# [Data block]
:::

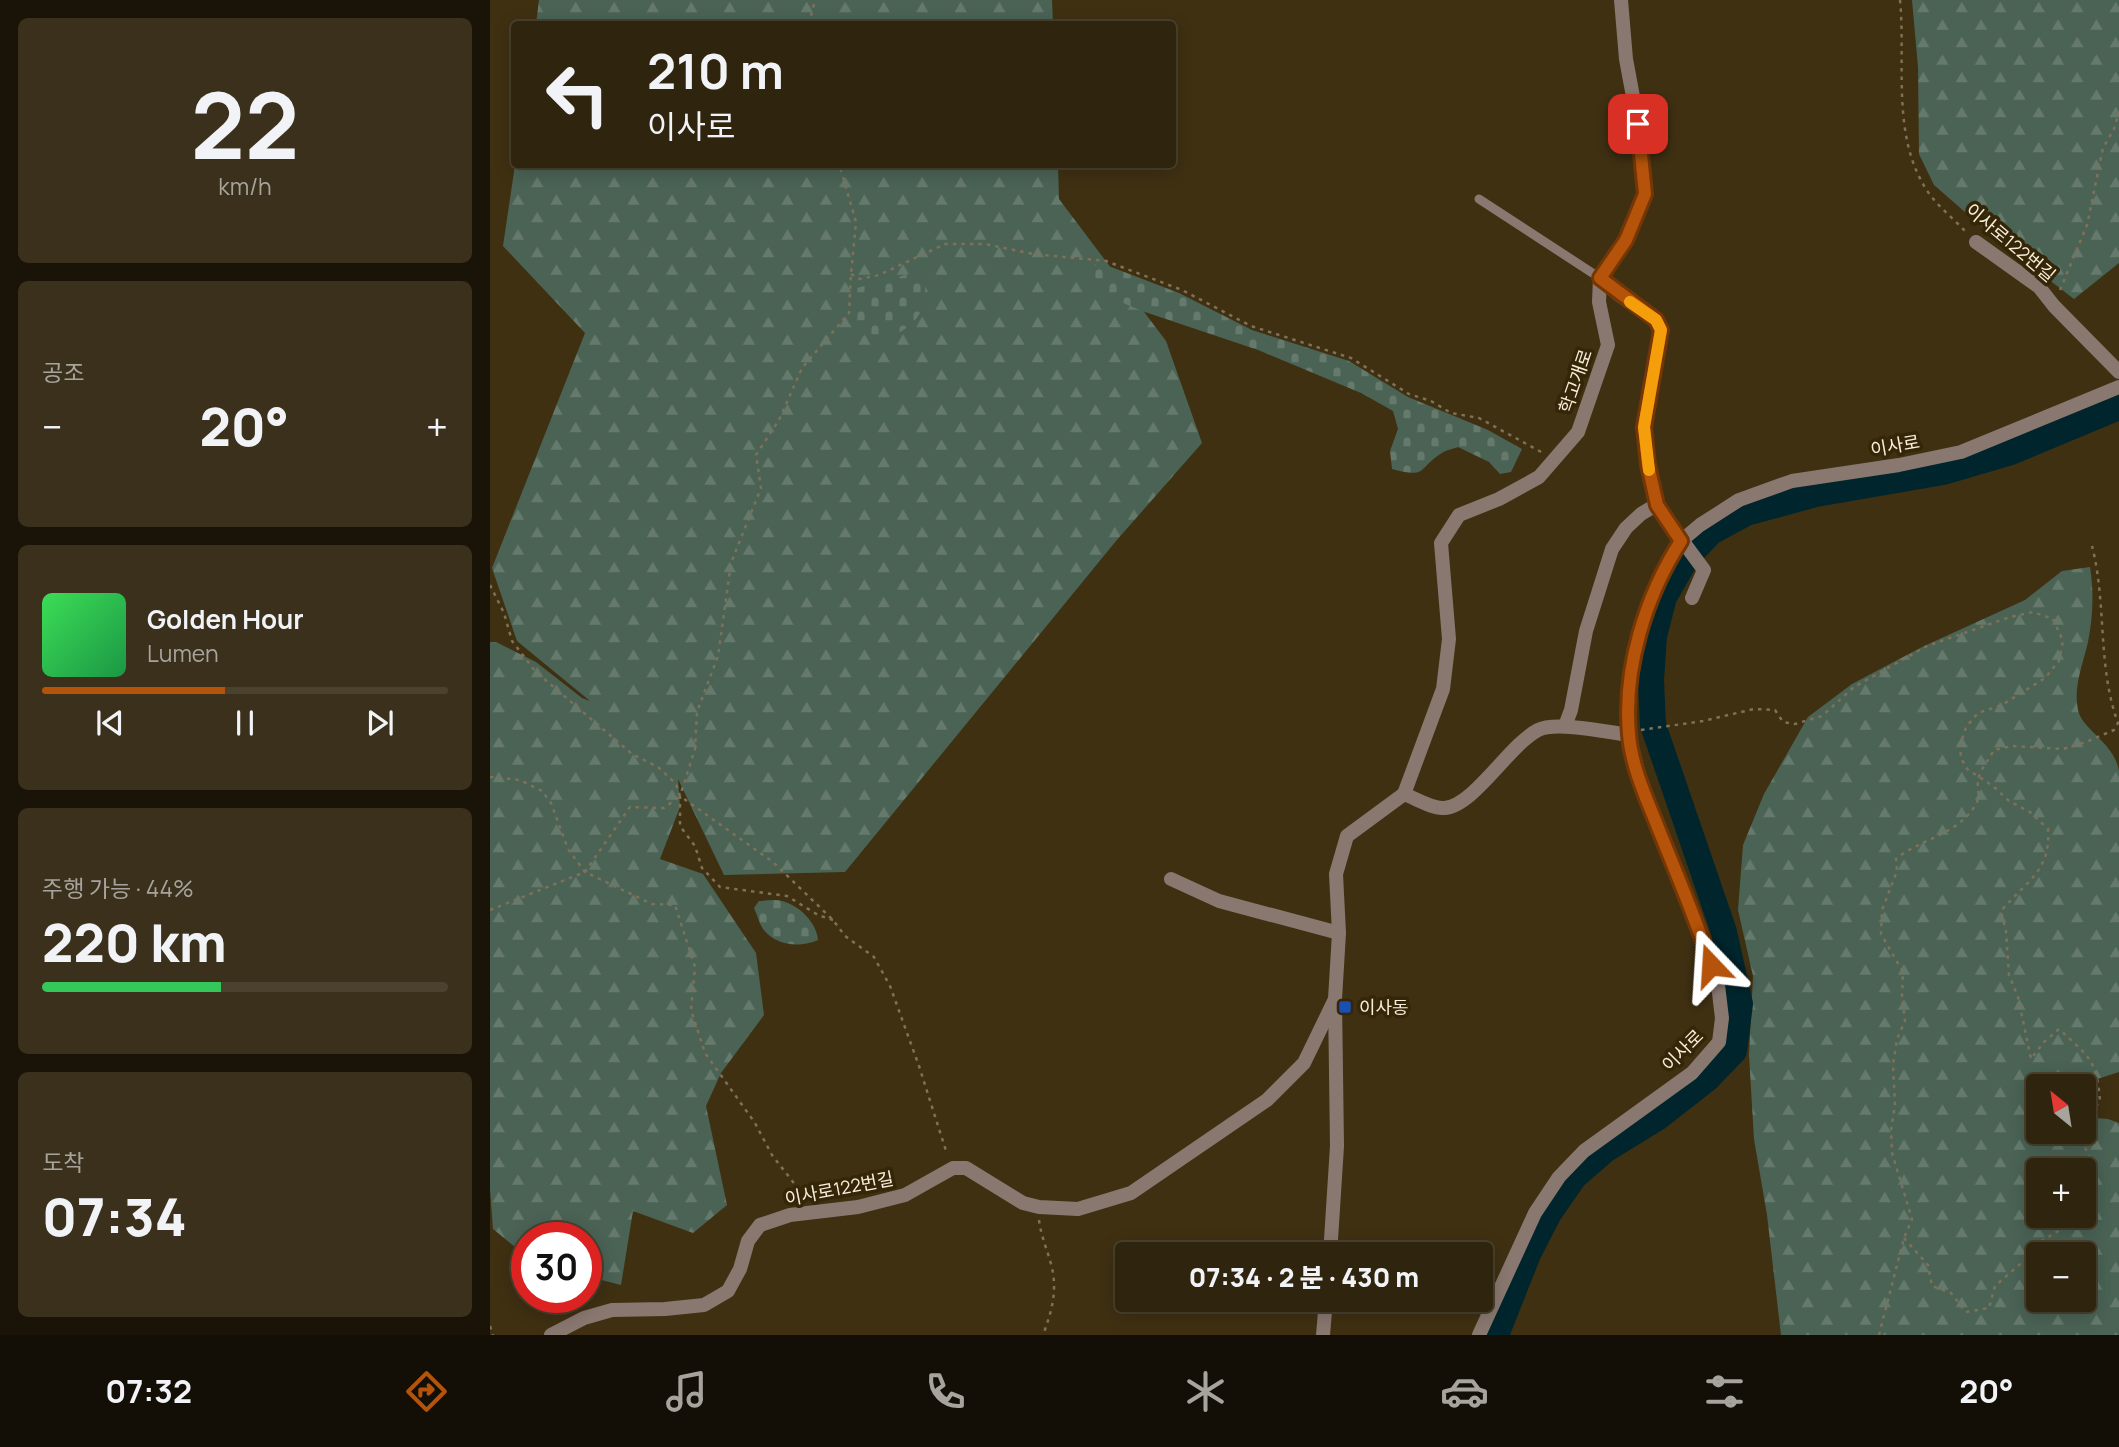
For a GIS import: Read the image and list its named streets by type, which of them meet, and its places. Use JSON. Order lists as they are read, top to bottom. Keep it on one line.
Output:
{"streets":{"street":["이사로122번길","학고개로","이사로"]},"places":{"transit":["이사동"]},"north":"top left","page":{"tile":[["22","km/h"],"공조",["주행 가능 · 44%","220 km"],["도착","07:34"]],"turn":["210 m","이사로"],"heat":["−","20°","+"],"song":["Golden Hour","Lumen"],"map_buttons":["+","−"],"limit":"30","trip":"07:34 · 2 분 · 430 m","tabs":["07:32","20°"]}}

:::

# [Goal of the exercise]
Would you repeat the listing above exactly, minus the images?

# [Solution to the problem]
For a GIS import: Read the image and list its named streets by type, which of them meet, and its places. Use JSON. Order lists as they are read, top to bottom. Keep it on one line.
Output:
{"streets":{"street":["이사로122번길","학고개로","이사로"]},"places":{"transit":["이사동"]},"north":"top left","page":{"tile":[["22","km/h"],"공조",["주행 가능 · 44%","220 km"],["도착","07:34"]],"turn":["210 m","이사로"],"heat":["−","20°","+"],"song":["Golden Hour","Lumen"],"map_buttons":["+","−"],"limit":"30","trip":"07:34 · 2 분 · 430 m","tabs":["07:32","20°"]}}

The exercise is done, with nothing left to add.